Ransomware Gangs Try to Exploit 'PrintNightmare' FlawsMeanwhile, Microsoft Has Published an Advisory on Another Zero-Day Bug
Security researchers at Cisco Talos and CrowdStrike are tracking several ransomware gangs that are attempting to exploit a bugs in Microsoft Windows dubbed "PrintNightmare," which the company has been warning about since June.
While Microsoft has issued emergency patches for some of the flaws, attackers are still targeting unpatched systems.
Meanwhile, Microsoft published an out-of-band security advisory Wednesday about another zero-day flaw that is part of the class of bugs that make up PrintNightmare, a series of remote code execution vulnerabilities affecting Windows Print Spooler - which enables devices to communicate with printers - as well as other printing features found in various versions of the Windows operating system.
Microsoft has issued an emergency workaround for this flaw but has not yet issued a patch.
Despite warnings from Microsoft and other security researchers over the last several months, the unpatched PrintNightmare vulnerabilities continue to cause issues for Windows users. In July, the U.S. Cybersecurity and Infrastructure Security Agency issued a directive for federal agencies to immediately patch the flaws (see: CISA Emergency Directive: Patch 'PrintNightmare' Flaw).
In previous alerts, Microsoft noted that these remote code execution vulnerabilities in the Windows Print Spooler and other services can enable attackers to perform unauthorized privileged file operations.
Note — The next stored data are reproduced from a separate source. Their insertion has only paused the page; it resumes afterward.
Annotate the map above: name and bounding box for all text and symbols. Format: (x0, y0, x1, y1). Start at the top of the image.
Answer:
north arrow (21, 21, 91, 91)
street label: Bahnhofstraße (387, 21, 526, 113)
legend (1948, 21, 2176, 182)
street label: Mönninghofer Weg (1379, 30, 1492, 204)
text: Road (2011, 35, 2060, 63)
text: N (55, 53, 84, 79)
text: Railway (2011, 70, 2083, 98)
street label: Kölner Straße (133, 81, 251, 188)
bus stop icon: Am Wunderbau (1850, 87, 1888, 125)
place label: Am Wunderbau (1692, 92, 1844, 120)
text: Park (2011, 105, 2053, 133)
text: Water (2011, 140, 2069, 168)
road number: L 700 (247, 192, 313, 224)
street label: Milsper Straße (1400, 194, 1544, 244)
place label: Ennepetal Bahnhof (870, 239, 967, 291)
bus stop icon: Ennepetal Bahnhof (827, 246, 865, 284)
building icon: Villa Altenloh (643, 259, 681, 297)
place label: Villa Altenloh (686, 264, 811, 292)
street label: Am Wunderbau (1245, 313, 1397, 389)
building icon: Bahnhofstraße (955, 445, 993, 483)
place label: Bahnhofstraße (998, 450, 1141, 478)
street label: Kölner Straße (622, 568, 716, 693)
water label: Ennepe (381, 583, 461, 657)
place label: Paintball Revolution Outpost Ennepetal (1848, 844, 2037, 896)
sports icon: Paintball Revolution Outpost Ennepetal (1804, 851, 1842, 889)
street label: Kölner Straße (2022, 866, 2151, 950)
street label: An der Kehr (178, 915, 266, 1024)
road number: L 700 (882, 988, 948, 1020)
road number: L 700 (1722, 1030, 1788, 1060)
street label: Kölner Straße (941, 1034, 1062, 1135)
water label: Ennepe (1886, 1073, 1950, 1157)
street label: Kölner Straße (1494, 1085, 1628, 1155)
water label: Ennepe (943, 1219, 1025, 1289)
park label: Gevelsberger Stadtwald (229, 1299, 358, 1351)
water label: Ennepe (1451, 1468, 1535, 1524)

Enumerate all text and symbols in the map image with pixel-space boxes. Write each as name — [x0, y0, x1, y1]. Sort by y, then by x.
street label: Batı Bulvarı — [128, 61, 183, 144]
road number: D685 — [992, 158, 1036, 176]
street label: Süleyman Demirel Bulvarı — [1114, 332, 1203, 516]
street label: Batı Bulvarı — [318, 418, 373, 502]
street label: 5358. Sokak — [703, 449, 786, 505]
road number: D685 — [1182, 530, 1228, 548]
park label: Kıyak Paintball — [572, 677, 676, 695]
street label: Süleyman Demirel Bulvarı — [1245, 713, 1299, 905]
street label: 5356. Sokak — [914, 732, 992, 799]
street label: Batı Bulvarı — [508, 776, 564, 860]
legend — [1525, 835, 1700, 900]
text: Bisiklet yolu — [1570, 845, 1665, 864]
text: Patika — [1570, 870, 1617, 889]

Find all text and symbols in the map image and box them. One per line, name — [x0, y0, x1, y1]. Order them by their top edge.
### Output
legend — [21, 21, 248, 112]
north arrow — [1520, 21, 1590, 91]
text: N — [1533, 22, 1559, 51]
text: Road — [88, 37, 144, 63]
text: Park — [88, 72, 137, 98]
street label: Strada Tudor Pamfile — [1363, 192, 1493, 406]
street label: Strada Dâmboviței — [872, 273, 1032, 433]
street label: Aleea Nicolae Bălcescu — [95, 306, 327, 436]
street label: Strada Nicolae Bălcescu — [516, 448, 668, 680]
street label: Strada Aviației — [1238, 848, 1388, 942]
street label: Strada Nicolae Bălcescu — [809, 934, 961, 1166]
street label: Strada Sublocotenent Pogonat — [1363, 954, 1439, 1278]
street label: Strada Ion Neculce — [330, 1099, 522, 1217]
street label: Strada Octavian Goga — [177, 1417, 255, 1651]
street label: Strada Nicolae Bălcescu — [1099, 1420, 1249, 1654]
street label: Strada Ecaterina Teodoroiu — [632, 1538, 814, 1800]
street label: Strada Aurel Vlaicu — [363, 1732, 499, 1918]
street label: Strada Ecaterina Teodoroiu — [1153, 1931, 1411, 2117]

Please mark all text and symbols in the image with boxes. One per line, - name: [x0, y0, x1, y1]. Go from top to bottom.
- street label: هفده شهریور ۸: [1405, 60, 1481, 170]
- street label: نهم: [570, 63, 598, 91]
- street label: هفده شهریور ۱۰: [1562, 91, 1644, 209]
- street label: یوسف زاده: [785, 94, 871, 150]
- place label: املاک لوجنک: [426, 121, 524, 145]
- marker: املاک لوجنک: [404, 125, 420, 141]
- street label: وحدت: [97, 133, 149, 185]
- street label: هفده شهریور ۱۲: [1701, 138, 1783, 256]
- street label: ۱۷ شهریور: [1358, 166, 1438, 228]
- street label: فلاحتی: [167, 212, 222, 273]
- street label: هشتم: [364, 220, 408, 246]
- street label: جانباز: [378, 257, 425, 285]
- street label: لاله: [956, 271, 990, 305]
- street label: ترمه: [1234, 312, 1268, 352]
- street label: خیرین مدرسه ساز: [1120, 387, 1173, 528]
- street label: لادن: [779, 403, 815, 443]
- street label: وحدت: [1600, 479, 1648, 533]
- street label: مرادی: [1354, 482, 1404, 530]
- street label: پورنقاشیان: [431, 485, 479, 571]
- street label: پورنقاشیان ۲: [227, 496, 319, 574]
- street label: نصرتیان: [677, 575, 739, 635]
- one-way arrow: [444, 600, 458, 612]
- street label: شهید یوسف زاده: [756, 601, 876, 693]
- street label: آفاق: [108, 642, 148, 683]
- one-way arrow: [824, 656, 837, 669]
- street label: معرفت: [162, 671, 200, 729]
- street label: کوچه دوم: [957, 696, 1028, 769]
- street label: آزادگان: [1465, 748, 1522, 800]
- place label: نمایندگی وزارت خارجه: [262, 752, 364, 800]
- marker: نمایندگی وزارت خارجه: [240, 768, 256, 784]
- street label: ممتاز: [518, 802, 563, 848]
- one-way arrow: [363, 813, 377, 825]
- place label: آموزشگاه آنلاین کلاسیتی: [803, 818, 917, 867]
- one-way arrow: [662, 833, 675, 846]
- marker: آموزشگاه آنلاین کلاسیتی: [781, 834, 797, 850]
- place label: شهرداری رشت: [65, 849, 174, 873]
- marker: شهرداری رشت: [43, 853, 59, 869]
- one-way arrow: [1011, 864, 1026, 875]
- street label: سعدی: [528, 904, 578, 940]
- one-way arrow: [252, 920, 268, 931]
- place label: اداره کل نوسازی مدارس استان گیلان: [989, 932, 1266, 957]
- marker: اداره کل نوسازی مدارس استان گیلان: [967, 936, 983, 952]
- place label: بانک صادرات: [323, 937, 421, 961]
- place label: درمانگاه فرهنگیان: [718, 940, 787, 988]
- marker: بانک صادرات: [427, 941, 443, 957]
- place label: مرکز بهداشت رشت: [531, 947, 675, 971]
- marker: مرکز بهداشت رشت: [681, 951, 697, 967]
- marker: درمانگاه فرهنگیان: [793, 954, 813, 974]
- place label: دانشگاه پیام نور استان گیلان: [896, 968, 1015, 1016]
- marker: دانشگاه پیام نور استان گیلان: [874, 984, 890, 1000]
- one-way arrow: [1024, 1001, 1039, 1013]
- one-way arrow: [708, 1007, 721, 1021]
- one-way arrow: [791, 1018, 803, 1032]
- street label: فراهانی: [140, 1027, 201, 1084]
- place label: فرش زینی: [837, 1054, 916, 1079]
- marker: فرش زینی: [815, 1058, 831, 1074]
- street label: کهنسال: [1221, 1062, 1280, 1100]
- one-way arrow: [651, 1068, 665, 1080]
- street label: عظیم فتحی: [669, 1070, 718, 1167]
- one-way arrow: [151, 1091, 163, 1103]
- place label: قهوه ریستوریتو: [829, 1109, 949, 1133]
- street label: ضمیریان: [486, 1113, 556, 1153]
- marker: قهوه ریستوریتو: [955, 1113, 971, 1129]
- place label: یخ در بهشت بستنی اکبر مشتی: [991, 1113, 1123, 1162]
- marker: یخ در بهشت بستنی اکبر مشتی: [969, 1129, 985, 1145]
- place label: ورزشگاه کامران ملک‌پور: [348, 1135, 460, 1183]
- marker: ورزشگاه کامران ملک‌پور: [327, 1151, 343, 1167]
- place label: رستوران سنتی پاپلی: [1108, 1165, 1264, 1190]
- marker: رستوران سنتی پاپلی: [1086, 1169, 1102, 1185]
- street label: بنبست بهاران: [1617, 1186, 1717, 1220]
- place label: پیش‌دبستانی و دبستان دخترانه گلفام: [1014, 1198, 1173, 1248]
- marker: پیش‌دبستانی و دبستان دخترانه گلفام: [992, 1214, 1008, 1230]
The company says the attackers can also exploit the flaw to run arbitrary code with system privileges, which can then allow them to install programs; view, change or delete data; or create new accounts with full user rights as well as distribute malware such as ransomware.
On Thursday, Cisco Talos researchers published a report describing how the Vice Society ransomware gang has been attempting to exploit two of the PrintNightmare vulnerabilities at organizations that have not yet implemented patches.
The Vice Society gang appears to have started this particular operation in mid-2021 - about the same time the PrintNightmare vulnerabilities were first discovered and proof-of-concept attacks were leaked. The group is targeting small and midsized organizations with a double extortion tactic, which includes encrypting victims' files and also exfiltrating data and threatening to publish that information on a darknet data leak site unless the victim pays a ransom, according to the Cisco Talos analysis.
"This group has … targeted public school districts and other educational institutions. As they are a new actor in this space, Vice Society's tools, techniques and procedures are difficult to quantify," the Cisco Talos researchers note. "However, based on incident response observations, they are quick to leverage new vulnerabilities for lateral movement and persistence on a victim's network. They also attempt to be innovative on end-point detection response bypasses."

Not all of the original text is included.